▶ WORK TO COMPLETE
For each line below, check for the word "roads", then state how many lines contain it, with no other output.

▶ THE DATA
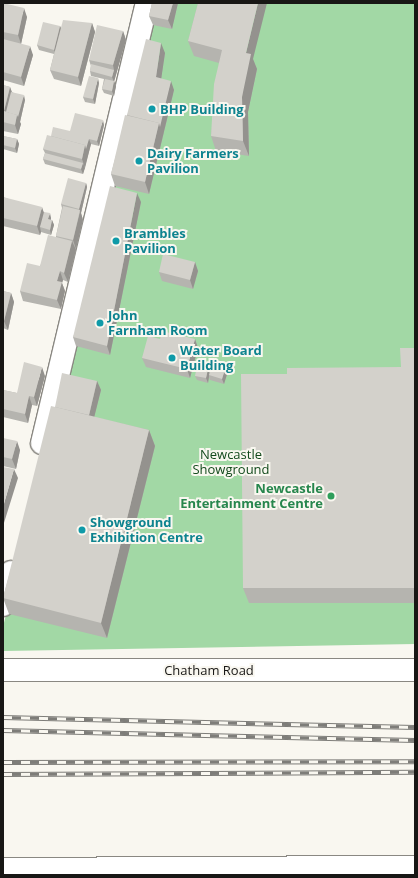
<!DOCTYPE html>
<html>
<head>
<meta charset="utf-8">
<style>
  body { margin:0 }
  #map { position:relative; width:418px; height:878px; overflow:hidden; background:#f9f7f0; font-family:"Open Sans",sans-serif }
  div>[style] { position:absolute }
  [style*='--x'] { left:calc(var(--x)*1px); top:calc(var(--y)*1px); width:calc(var(--w)*1px); rotate:calc(var(--a)*1deg) }
  .green>* { inset:0; background:#a2d8a5 }
  .roads { filter:drop-shadow(1px 0 #8a8882) drop-shadow(-1px 0 #8a8882) drop-shadow(0 1px #8a8882) drop-shadow(0 -1px #8a8882) }
  .minor>* { height:22px; margin:-11px; padding:0 11px; transform-origin:11px; border-radius:11px; background:#fff }
  .rail>* { height:4.5px; margin-top:-2.25px; transform-origin:0; background:repeating-linear-gradient(90deg,#f9f7f0 0 9px,#7e7d79 0 18px); box-sizing:border-box; border-block:1px solid #7e7d79 }
  .wall>* { inset:0; background:#b5b4af }
  .shaded-wall>* { inset:0; background:#94928e }
  .building>* { inset:0; background:#d3d1cb }
  .dots>* { width:11px; height:11px; translate:-50% -50%; box-sizing:border-box; border:2px solid #f9f7f0; border-radius:50% }
  span { translate:-50% -50%; white-space:nowrap; text-align:center; line-height:1.15; -webkit-text-stroke:4px #f9f7f0; paint-order:stroke }
  .culture-label { font-size:13px; color:#0d838f; font-weight:700 }
  .left { translate:0 -50%; text-align:left }
  .park-label { font-size:13px; color:#124a1c }
  .leisure-label { font-size:13px; color:#27864d; font-weight:700 }
  .right { translate:-100% -50%; text-align:right }
  .street-label { font-size:13px; color:#181715 }
  .frame { position:absolute; inset:0; border:4px solid #181715; pointer-events:none }
</style>
</head>
<body>
<div id="map">
  <div class="green">
    <div style="clip-path:polygon(153px 3px,415px 3px,415px 644px,3px 651px,3px 627px)"></div>
  </div>
  <div class="roads">
    <div class="minor">
      <div style="--x:42;--y:443;--w:452;--a:-76.6"></div>
      <div style="--x:3;--y:605;--w:34;--a:-76"></div>
      <div style="--x:3;--y:670;--w:412;--a:0"></div>
      <div style="--x:3;--y:869;--w:412;--a:-0.3"></div>
    </div>
  </div>
  <div class="rail">
    <div style="--x:3;--y:717;--w:412;--a:1.4"></div>
    <div style="--x:3;--y:730;--w:412;--a:1.4"></div>
    <div style="--x:3;--y:762;--w:412;--a:-0.1"></div>
    <div style="--x:3;--y:774;--w:412;--a:-0.3"></div>
  </div>
  <div class="wall">
    <div style="clip-path:polygon(3px 3px,27px 17px,21px 44px,33px 55px,24px 86px,3px 80px)"></div>
    <div style="clip-path:polygon(152px 3px,178px 3px,172px 29px,153px 25px,149px 16px)"></div>
    <div style="clip-path:polygon(198px 3px,253px 59px,257px 69px,248px 112px,249px 156px,216px 151px,211px 136px,219px 63px,194px 56px,188px 41px)"></div>
    <div style="clip-path:polygon(92px 23px,95px 32px,81px 86px,54px 79px,50px 70px,54px 54px,39px 50px,37px 45px,60px 26px,61px 28px)"></div>
    <div style="clip-path:polygon(123px 31px,126px 40px,114px 81px,116px 86px,114px 96px,104px 93px,102px 89px,104px 79px,91px 76px,90px 71px,91px 66px,89px 60px)"></div>
    <div style="clip-path:polygon(165px 53px,161px 79px,174px 90px,149px 194px,115px 186px,111px 174px,127px 115px)"></div>
    <div style="clip-path:polygon(99px 83px,95px 104px,85px 102px,83px 97px)"></div>
    <div style="clip-path:polygon(3px 85px,10px 87px,12px 92px,25px 100px,20px 122px,21px 124px,18px 134px,3px 131px,4px 132px,3px 136px,17px 139px,19px 144px,17px 153px,3px 149px)"></div>
    <div style="clip-path:polygon(104px 125px,99px 146px,91px 144px,83px 174px,45px 164px,43px 159px,45px 153px,43px 149px,51px 136px,70px 131px)"></div>
    <div style="clip-path:polygon(86px 183px,87px 187px,81px 213px,83px 220px,76px 249px,75px 249px,76px 250px,68px 282px,63px 280px,62px 283px,65px 291px,61px 309px,23px 301px,20px 291px,40px 266px,56px 237px,56px 236px,62px 208px,61px 204px)"></div>
    <div style="clip-path:polygon(3px 197px,44px 212px,51px 218px,51px 220px,52px 220px,54px 225px,51px 235px,41px 232px,40px 235px,3px 226px)"></div>
    <div style="clip-path:polygon(141px 202px,110px 355px,76px 346px,73px 337px)"></div>
    <div style="clip-path:polygon(195px 262px,198px 271px,193px 289px,162px 281px,159px 272px)"></div>
    <div style="clip-path:polygon(3px 291px,11px 293px,14px 302px,8px 330px,3px 328px)"></div>
    <div style="clip-path:polygon(160px 339px,195px 339px,198px 348px,190px 378px,146px 367px,142px 358px)"></div>
    <div style="clip-path:polygon(415px 348px,415px 603px,249px 603px,243px 588px,287px 374px,401px 367px)"></div>
    <div style="clip-path:polygon(227px 363px,229px 368px,224px 384px,210px 380px,209px 377px,208px 383px,197px 380px,195px 376px,209px 372px)"></div>
    <div style="clip-path:polygon(45px 376px,37px 406px,32px 405px,28px 423px,3px 417px,3px 390px,17px 393px)"></div>
    <div style="clip-path:polygon(97px 381px,101px 390px,94px 417px,149px 430px,155px 446px,107px 638px,9px 614px,3px 598px,55px 407px)"></div>
    <div style="clip-path:polygon(3px 438px,20px 450px,16px 469px,3px 466px)"></div>
  </div>
  <div class="shaded-wall">
    <div style="clip-path:polygon(173px 3px,178px 3px,172px 29px,168px 20px)"></div>
    <div style="clip-path:polygon(258px 3px,267px 3px,253px 59px,257px 69px,248px 112px,249px 156px,243px 141px,242px 97px,246px 53px)"></div>
    <div style="clip-path:polygon(24px 8px,27px 17px,21px 44px,18px 35px)"></div>
    <div style="clip-path:polygon(92px 23px,95px 32px,81px 86px,78px 77px)"></div>
    <div style="clip-path:polygon(60px 26px,62px 31px,56px 54px,54px 50px)"></div>
    <div style="clip-path:polygon(123px 31px,126px 40px,114px 82px,112px 77px,114px 70px,113px 65px)"></div>
    <div style="clip-path:polygon(161px 43px,165px 53px,160px 87px,156px 77px)"></div>
    <div style="clip-path:polygon(30px 46px,33px 55px,24px 86px,21px 77px)"></div>
    <div style="clip-path:polygon(98px 78px,99px 83px,95px 104px,93px 99px)"></div>
    <div style="clip-path:polygon(114px 81px,116px 86px,114px 96px,112px 91px)"></div>
    <div style="clip-path:polygon(171px 81px,174px 90px,149px 194px,145px 182px,159px 123px)"></div>
    <div style="clip-path:polygon(10px 87px,13px 96px,8px 116px,4px 111px)"></div>
    <div style="clip-path:polygon(24px 95px,25px 100px,20px 122px,21px 124px,18px 134px,15px 125px,17px 115px)"></div>
    <div style="clip-path:polygon(103px 120px,104px 125px,99px 146px,97px 141px)"></div>
    <div style="clip-path:polygon(17px 139px,19px 144px,17px 153px,15px 148px)"></div>
    <div style="clip-path:polygon(89px 139px,91px 144px,85px 168px,82px 159px,85px 145px)"></div>
    <div style="clip-path:polygon(83px 163px,85px 168px,83px 174px,81px 169px)"></div>
    <div style="clip-path:polygon(86px 183px,87px 187px,81px 213px,83px 220px,76px 249px,73px 240px,80px 212px,79px 209px)"></div>
    <div style="clip-path:polygon(137px 193px,141px 202px,110px 355px,107px 346px)"></div>
    <div style="clip-path:polygon(42px 207px,45px 216px,40px 227px,41px 232px,40px 235px,37px 226px)"></div>
    <div style="clip-path:polygon(50px 213px,51px 218px,50px 224px,48px 219px)"></div>
    <div style="clip-path:polygon(52px 220px,54px 225px,51px 235px,50px 230px)"></div>
    <div style="clip-path:polygon(72px 241px,76px 250px,68px 282px,64px 273px)"></div>
    <div style="clip-path:polygon(195px 262px,198px 271px,193px 289px,190px 280px)"></div>
    <div style="clip-path:polygon(60px 271px,63px 280px,62px 283px,65px 291px,61px 309px,57px 300px,57px 281px)"></div>
    <div style="clip-path:polygon(11px 293px,14px 302px,8px 330px,4px 321px)"></div>
    <div style="clip-path:polygon(195px 339px,198px 348px,190px 378px,187px 369px)"></div>
    <div style="clip-path:polygon(227px 363px,229px 368px,224px 384px,222px 379px)"></div>
    <div style="clip-path:polygon(42px 367px,45px 376px,37px 406px,34px 397px)"></div>
    <div style="clip-path:polygon(208px 369px,210px 374px,209px 375px,209px 377px,208px 383px,206px 378px)"></div>
    <div style="clip-path:polygon(97px 381px,101px 390px,91px 430px,88px 420px)"></div>
    <div style="clip-path:polygon(29px 396px,32px 405px,28px 423px,25px 414px)"></div>
    <div style="clip-path:polygon(149px 430px,155px 446px,107px 638px,101px 623px)"></div>
    <div style="clip-path:polygon(17px 441px,20px 450px,16px 469px,12px 459px)"></div>
    <div style="clip-path:polygon(14px 469px,18px 478px,3px 526px,3px 507px)"></div>
  </div>
  <div class="building">
    <div style="clip-path:polygon(3px 3px,24px 8px,18px 35px,3px 32px)"></div>
    <div style="clip-path:polygon(152px 3px,173px 3px,168px 20px,149px 16px)"></div>
    <div style="clip-path:polygon(198px 3px,258px 3px,246px 53px,251px 54px,242px 97px,243px 141px,211px 136px,214px 84px,222px 50px,188px 41px)"></div>
    <div style="clip-path:polygon(63px 20px,92px 23px,78px 77px,50px 70px)"></div>
    <div style="clip-path:polygon(43px 22px,60px 26px,54px 50px,37px 45px)"></div>
    <div style="clip-path:polygon(97px 25px,123px 31px,113px 65px,89px 60px)"></div>
    <div style="clip-path:polygon(3px 39px,30px 46px,21px 77px,3px 72px)"></div>
    <div style="clip-path:polygon(146px 39px,161px 43px,156px 77px,171px 81px,160px 127px,159px 123px,127px 115px)"></div>
    <div style="clip-path:polygon(91px 64px,114px 70px,112px 77px,90px 71px)"></div>
    <div style="clip-path:polygon(89px 76px,98px 78px,93px 99px,83px 97px)"></div>
    <div style="clip-path:polygon(105px 79px,114px 81px,112px 91px,102px 89px)"></div>
    <div style="clip-path:polygon(3px 85px,10px 87px,4px 111px,17px 115px,15px 125px,3px 122px)"></div>
    <div style="clip-path:polygon(11px 92px,24px 95px,18px 117px,17px 115px,6px 112px)"></div>
    <div style="clip-path:polygon(75px 113px,103px 120px,97px 141px,89px 139px,86px 149px,85px 145px,51px 136px,53px 127px,70px 131px)"></div>
    <div style="clip-path:polygon(125px 115px,159px 123px,145px 182px,111px 174px)"></div>
    <div style="clip-path:polygon(47px 135px,85px 145px,82px 159px,43px 149px)"></div>
    <div style="clip-path:polygon(3px 136px,17px 139px,15px 148px,3px 145px)"></div>
    <div style="clip-path:polygon(45px 153px,83px 163px,81px 169px,43px 159px)"></div>
    <div style="clip-path:polygon(68px 178px,86px 183px,79px 209px,61px 204px)"></div>
    <div style="clip-path:polygon(110px 186px,137px 193px,107px 346px,73px 337px)"></div>
    <div style="clip-path:polygon(3px 197px,42px 207px,37px 226px,3px 218px)"></div>
    <div style="clip-path:polygon(63px 206px,80px 210px,73px 240px,56px 236px)"></div>
    <div style="clip-path:polygon(44px 212px,50px 213px,48px 219px,52px 220px,50px 230px,40px 227px)"></div>
    <div style="clip-path:polygon(48px 235px,72px 241px,64px 273px,60px 271px,57px 281px,62px 282px,57px 300px,20px 291px,27px 263px,40px 266px)"></div>
    <div style="clip-path:polygon(163px 254px,195px 262px,190px 280px,159px 272px)"></div>
    <div style="clip-path:polygon(3px 291px,11px 293px,4px 321px,3px 320px)"></div>
    <div style="clip-path:polygon(162px 331px,195px 339px,187px 369px,142px 358px,148px 336px,160px 339px)"></div>
    <div style="clip-path:polygon(400px 348px,415px 348px,415px 588px,243px 588px,241px 374px,287px 374px,287px 368px,401px 367px)"></div>
    <div style="clip-path:polygon(213px 359px,227px 363px,222px 379px,209px 375px)"></div>
    <div style="clip-path:polygon(24px 362px,42px 367px,34px 397px,29px 396px,25px 414px,3px 409px,3px 390px,17px 393px)"></div>
    <div style="clip-path:polygon(197px 366px,208px 369px,206px 378px,195px 376px)"></div>
    <div style="clip-path:polygon(62px 373px,97px 381px,89px 415px,55px 407px)"></div>
    <div style="clip-path:polygon(51px 406px,149px 430px,101px 623px,3px 598px)"></div>
    <div style="clip-path:polygon(3px 438px,17px 441px,12px 459px,3px 457px)"></div>
    <div style="clip-path:polygon(3px 467px,14px 469px,3px 507px)"></div>
  </div>
  <div class="dots">
    <div style="left:152px;top:109px;background:#0f9aa8"></div>
    <div style="left:139px;top:161px;background:#0f9aa8"></div>
    <div style="left:116px;top:241px;background:#0f9aa8"></div>
    <div style="left:100px;top:323px;background:#0f9aa8"></div>
    <div style="left:172px;top:358px;background:#0f9aa8"></div>
    <div style="left:331px;top:496px;background:#2e9e5b"></div>
    <div style="left:82px;top:530px;background:#0f9aa8"></div>
  </div>
  <div class="culture-label">
    <span class="left" style="left:160px;top:109px">BHP Building</span>
    <span class="left" style="left:147px;top:161px">Dairy Farmers<br>Pavilion</span>
    <span class="left" style="left:124px;top:241px">Brambles<br>Pavilion</span>
    <span class="left" style="left:108px;top:323px">John<br>Farnham Room</span>
    <span class="left" style="left:180px;top:358px">Water Board<br>Building</span>
    <span class="left" style="left:90px;top:530px">Showground<br>Exhibition Centre</span>
  </div>
  <div class="park-label">
    <span style="left:231px;top:462px">Newcastle<br>Showground</span>
  </div>
  <div class="leisure-label">
    <span class="right" style="left:323px;top:496px">Newcastle<br>Entertainment Centre</span>
  </div>
  <div class="street-label">
    <span style="left:209px;top:670px">Chatham Road</span>
  </div>
  <div class="frame"></div>
</div>
</body>
</html>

▶ OUTPUT OF THE TASK
2